BEGIN

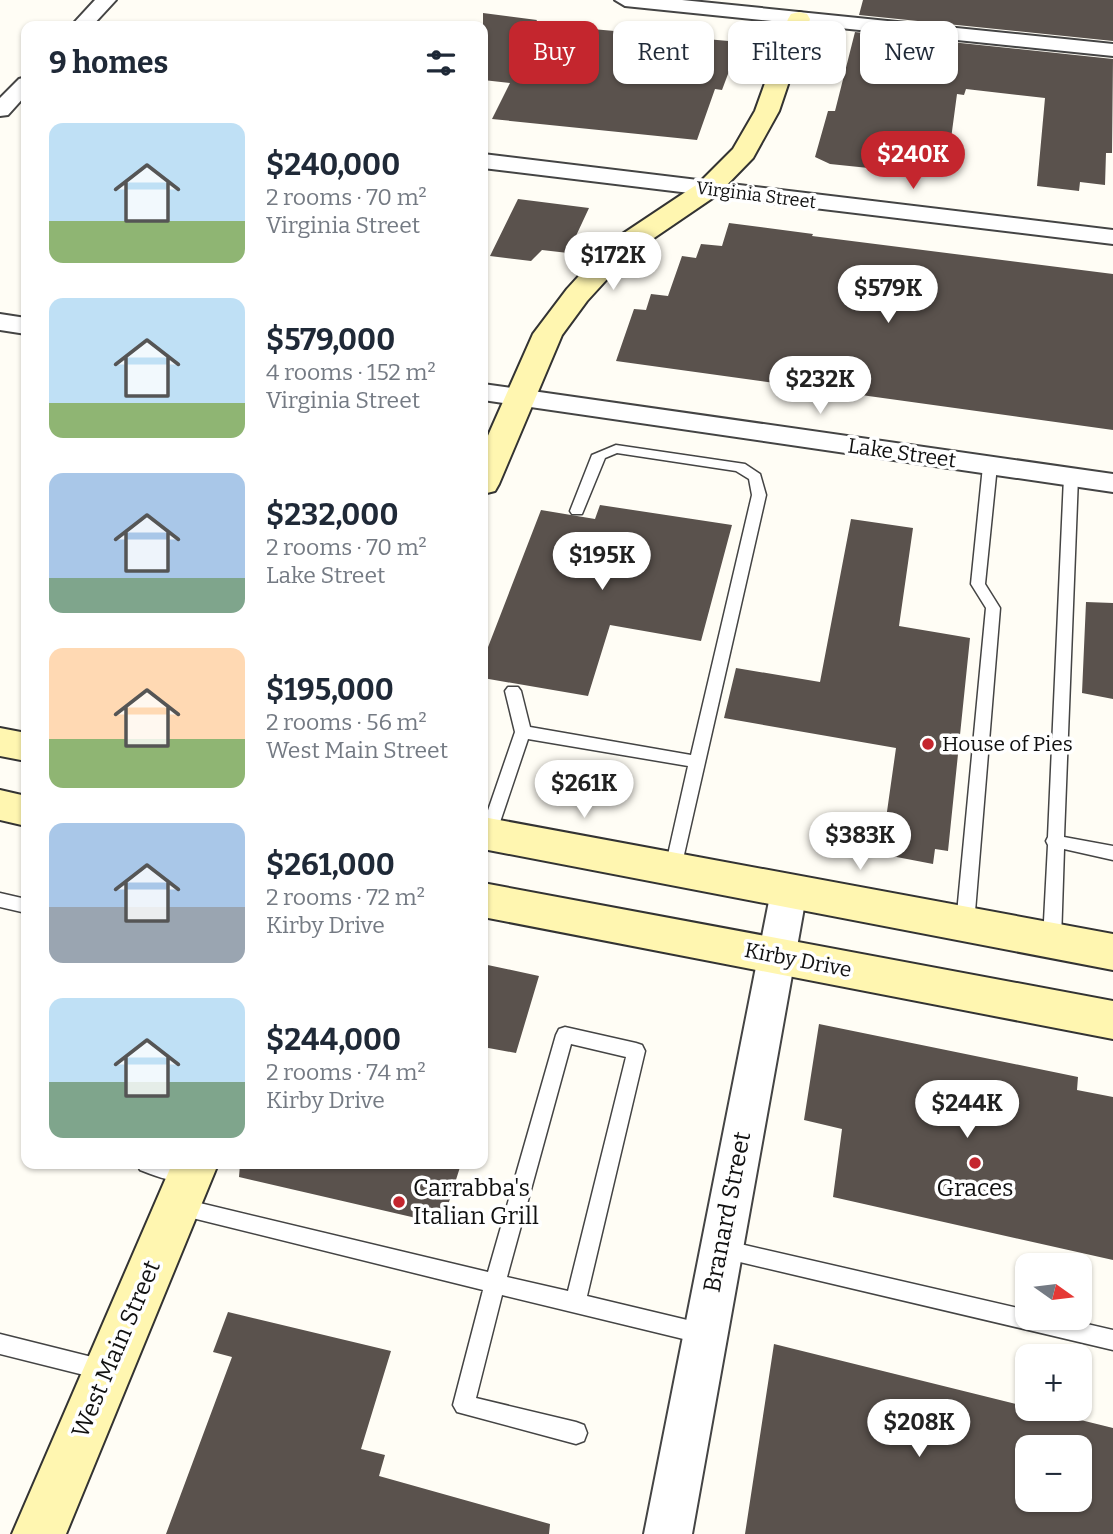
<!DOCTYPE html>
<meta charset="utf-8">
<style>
body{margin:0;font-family:Bitter,serif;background:#f6f6f7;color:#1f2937;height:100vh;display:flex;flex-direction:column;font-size:26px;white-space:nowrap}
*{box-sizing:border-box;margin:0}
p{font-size:23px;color:#747a83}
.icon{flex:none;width:38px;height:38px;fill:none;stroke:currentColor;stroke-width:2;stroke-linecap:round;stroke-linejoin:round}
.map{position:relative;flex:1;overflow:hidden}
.panel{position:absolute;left:21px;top:21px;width:467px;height:1148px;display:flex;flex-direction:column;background:#fff;border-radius:14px;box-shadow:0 2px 5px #0004}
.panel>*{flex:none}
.banner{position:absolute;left:509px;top:21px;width:499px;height:63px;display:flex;gap:14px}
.needle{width:46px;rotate:104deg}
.tools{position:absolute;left:1015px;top:1253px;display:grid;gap:14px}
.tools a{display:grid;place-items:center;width:77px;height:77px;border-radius:14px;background:#fff;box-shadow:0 2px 5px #0004;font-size:35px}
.price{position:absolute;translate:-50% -60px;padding:0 16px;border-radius:24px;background:#fff;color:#222;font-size:23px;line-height:46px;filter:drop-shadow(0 2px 4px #0008)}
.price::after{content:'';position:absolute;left:50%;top:42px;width:21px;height:16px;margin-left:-10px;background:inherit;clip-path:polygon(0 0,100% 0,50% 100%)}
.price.active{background:#c4262e;color:#fff}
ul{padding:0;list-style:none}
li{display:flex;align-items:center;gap:21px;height:175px;padding:0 28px}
li span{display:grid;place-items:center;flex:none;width:196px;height:140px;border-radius:14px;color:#555}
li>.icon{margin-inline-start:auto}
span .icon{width:84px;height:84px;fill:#fffc;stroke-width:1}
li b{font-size:30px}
h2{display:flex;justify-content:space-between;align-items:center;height:84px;padding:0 28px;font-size:30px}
.pill{padding:0 24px;border-radius:14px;background:#fff;box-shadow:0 2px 5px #0004;font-size:24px;line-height:63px}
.pill.active{background:#c4262e;color:#fff}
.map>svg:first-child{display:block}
.building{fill:#5a524d;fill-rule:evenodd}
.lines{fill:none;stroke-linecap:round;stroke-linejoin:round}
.lane-casing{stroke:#444;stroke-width:3}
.street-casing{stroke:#444;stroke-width:4}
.secondary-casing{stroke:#333;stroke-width:4}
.lane{fill:#fff;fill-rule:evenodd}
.street{fill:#fff;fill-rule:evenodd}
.secondary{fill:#fff6b0;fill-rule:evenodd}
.poi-dot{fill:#c4262e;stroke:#fff;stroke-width:2.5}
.labels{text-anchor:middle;stroke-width:7;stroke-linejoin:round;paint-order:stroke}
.far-street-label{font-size:18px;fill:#111;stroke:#fff}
.street-label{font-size:21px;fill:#111;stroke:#fff}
.poi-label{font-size:21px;fill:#111;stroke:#fff;text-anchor:start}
.near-poi-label{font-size:24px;fill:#111;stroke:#fff;text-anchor:start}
.near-street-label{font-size:24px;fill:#111;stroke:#fff}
</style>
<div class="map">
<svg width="1113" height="1534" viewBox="0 0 1113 1534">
<rect width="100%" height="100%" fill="#fffdf5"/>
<path class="building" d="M863,0h250v41l-254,-26z
M483,13l54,7 -2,4 205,18 -18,48 -7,-1 -18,51 -205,-21 18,-36 -27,-3z
M855,32l258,27 -1,94h-6l-1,32 -25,-3 -1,9 -42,-5 8,-88 -79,-9 -2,6 -7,-1 -11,82 -116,-12 -15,-7 13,-46h7z
M518,199l71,9 -21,45 -26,-3 -11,11 -41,-5z
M729,223l84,11 -1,2 301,38v156l-497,-69 18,-52 12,1 5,-16 17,2 14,-40 14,2 5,-14 21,2z
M600,505l132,20 -31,116 -91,-16 -22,71 -105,-18v-18l58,-150 54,9z
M851,519l62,9 -14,98 71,12 -22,213 -13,-2 -2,15 -52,-10 15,-106 -172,-30 12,-50 84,14z
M1086,602l27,1v96l-31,-6z
M483,964l56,12 -23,77 -33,-6z
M819,1024l259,53 -1,13 36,7v163l-280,-63 9,-68 -38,-9z
M240,1164h221l-19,60 -203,-47z
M228,1312l163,39 -30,98 24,6 -6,21 171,48 -1,10h-383l66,-177 -19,-5z
M774,1344l339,84v106h-368zM1027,1447h53v53h-53z"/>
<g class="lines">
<g class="lane-casing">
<path id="lane" d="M616,445l129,19 15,10 6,21 -85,373 -2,5h-12l-2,-5 23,-102 -160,-27 -32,95 -2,5h-11v-14l32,-93 -10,-41 3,-4h10l3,4 9,36 161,28 61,-260 -3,-16 -13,-8 -119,-18 -12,5 -23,56h-10l-2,-3 22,-56z
M990,462l7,4 -12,118 15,24 -26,316 -3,5 -6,2 -6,-2 -3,-5 30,-316 -15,-24 12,-118z
M1071,473l7,4 -14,360 49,9v14l-49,-11 -3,91 -3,5 -6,2 -6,-2 -3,-5 5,-95 -2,-4 2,-4 16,-360z
M0,893l26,6v14l-26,-6z
M565,1027l71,16 6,2 3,6 -58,245 117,28 7,3 3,7 -3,7 -7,3 -202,-49 -26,103 100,24 8,3 3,8 -3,8 -8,3 -119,-32 -4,-7 30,-115 -311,-77 -3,-6 3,-6 7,-3 309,74 68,-237 3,-6zM571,1044l55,13 -58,234 -61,-14z
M137,1164h46l13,4 3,6 -3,6c-15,6 -41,-4 -56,-10z
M723,1240l304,70v8h34l52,12v20l-390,-92 -7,-2 -3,-7 3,-7z
M0,1334l104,26 7,3 3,7 -3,7 -7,3 -104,-26z"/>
</g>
<g class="street-casing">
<path id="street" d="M95,0h21l-24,26h-21z
M615,0h67l431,44v12l-488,-50z
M26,77v18l-18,20 -8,1v-18l19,-19z
M483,154l630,76v14l-630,-76z
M0,314l26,4v16l-26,-4z
M483,384l630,90v18l-630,-92z
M789,877l13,4 5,10 -115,643h-48l127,-643 5,-10z"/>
</g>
<g class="secondary-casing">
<path id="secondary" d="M799,12l8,2 3,5 -31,92 -26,47 -36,37 -88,60 -42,46 -25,34 -63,149 -4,7 -12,3v-47l50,-113 34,-45 42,-46 90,-60 34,-34 22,-38 33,-92 3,-5z
M0,728l26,5v28l-26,-5z
M0,790l26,6v30l-26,-6z
M483,817l630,117v36l-630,-121z
M483,883l630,118v38l-630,-122z
M172,1164h46l-152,370h-54z"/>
</g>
<use href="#lane" class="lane"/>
<use href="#street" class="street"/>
<use href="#secondary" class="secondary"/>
</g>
<g class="poi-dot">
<circle cx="928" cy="744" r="7"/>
<circle cx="975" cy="1163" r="7"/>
<circle cx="399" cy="1202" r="7"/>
</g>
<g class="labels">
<g class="far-street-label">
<text transform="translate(756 195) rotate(7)" y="6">Virginia Street</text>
</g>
<g class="street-label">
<text transform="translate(902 453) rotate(8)" y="7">Lake Street</text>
<text transform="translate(798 960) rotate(11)" y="7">Kirby Drive</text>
</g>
<g class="poi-label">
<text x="942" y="751">House of Pies</text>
</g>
<g class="near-poi-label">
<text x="413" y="1196">Carrabba's<tspan x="413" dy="28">Italian Grill</tspan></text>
<text x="975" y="1196" text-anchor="middle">Graces</text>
</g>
<g class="near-street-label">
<text transform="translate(727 1212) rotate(-79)" y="8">Branard Street</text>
<text transform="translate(116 1349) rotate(-67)" y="8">West Main Street</text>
</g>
</g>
</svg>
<div class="tools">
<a><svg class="needle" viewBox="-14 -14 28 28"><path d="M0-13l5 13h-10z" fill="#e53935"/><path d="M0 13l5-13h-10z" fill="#747a83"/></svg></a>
<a>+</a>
<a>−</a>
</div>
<b class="price active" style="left:913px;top:191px">$240K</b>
<b class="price" style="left:613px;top:292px">$172K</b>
<b class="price" style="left:888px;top:325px">$579K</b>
<b class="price" style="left:820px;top:416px">$232K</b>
<b class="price" style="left:602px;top:592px">$195K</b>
<b class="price" style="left:584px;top:820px">$261K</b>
<b class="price" style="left:860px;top:872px">$383K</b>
<b class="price" style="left:967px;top:1140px">$244K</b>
<b class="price" style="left:919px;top:1459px">$208K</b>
<div class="banner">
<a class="pill active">Buy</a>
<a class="pill">Rent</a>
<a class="pill">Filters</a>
<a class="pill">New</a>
</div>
<section class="panel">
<h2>9 homes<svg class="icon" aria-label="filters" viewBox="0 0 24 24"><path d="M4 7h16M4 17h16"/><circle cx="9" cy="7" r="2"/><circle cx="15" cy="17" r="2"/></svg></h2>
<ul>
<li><span style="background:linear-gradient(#bfe0f5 70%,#8fb573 0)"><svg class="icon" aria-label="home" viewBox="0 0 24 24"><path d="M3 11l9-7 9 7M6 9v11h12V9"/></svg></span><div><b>$240,000</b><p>2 rooms · 70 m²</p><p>Virginia Street</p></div></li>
<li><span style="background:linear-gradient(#bfe0f5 75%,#8fb573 0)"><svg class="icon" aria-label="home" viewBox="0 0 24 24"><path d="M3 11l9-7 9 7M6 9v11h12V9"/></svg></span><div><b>$579,000</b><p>4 rooms · 152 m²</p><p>Virginia Street</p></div></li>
<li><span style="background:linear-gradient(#a9c7e8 75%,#7fa58c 0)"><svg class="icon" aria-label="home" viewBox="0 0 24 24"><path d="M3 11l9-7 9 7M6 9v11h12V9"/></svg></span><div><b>$232,000</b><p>2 rooms · 70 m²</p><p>Lake Street</p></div></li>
<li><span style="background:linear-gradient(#ffd9b3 65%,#8fb573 0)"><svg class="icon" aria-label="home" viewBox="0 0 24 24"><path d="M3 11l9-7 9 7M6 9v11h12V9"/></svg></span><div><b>$195,000</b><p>2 rooms · 56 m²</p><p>West Main Street</p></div></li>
<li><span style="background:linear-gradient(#a9c7e8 60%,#9aa5b1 0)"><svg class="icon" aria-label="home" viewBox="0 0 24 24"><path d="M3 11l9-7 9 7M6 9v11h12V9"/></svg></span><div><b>$261,000</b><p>2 rooms · 72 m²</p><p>Kirby Drive</p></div></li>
<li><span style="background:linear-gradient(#bfe0f5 60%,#7fa58c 0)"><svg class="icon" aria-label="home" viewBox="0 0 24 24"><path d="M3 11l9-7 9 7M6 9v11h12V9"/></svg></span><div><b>$244,000</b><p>2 rooms · 74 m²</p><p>Kirby Drive</p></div></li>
</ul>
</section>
</div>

END

=== EXERCISE DESCRIPTION ===
Please say how many lines of the listing hold the string "position", answering with the number alone.

=== FINISHED TASK ===
6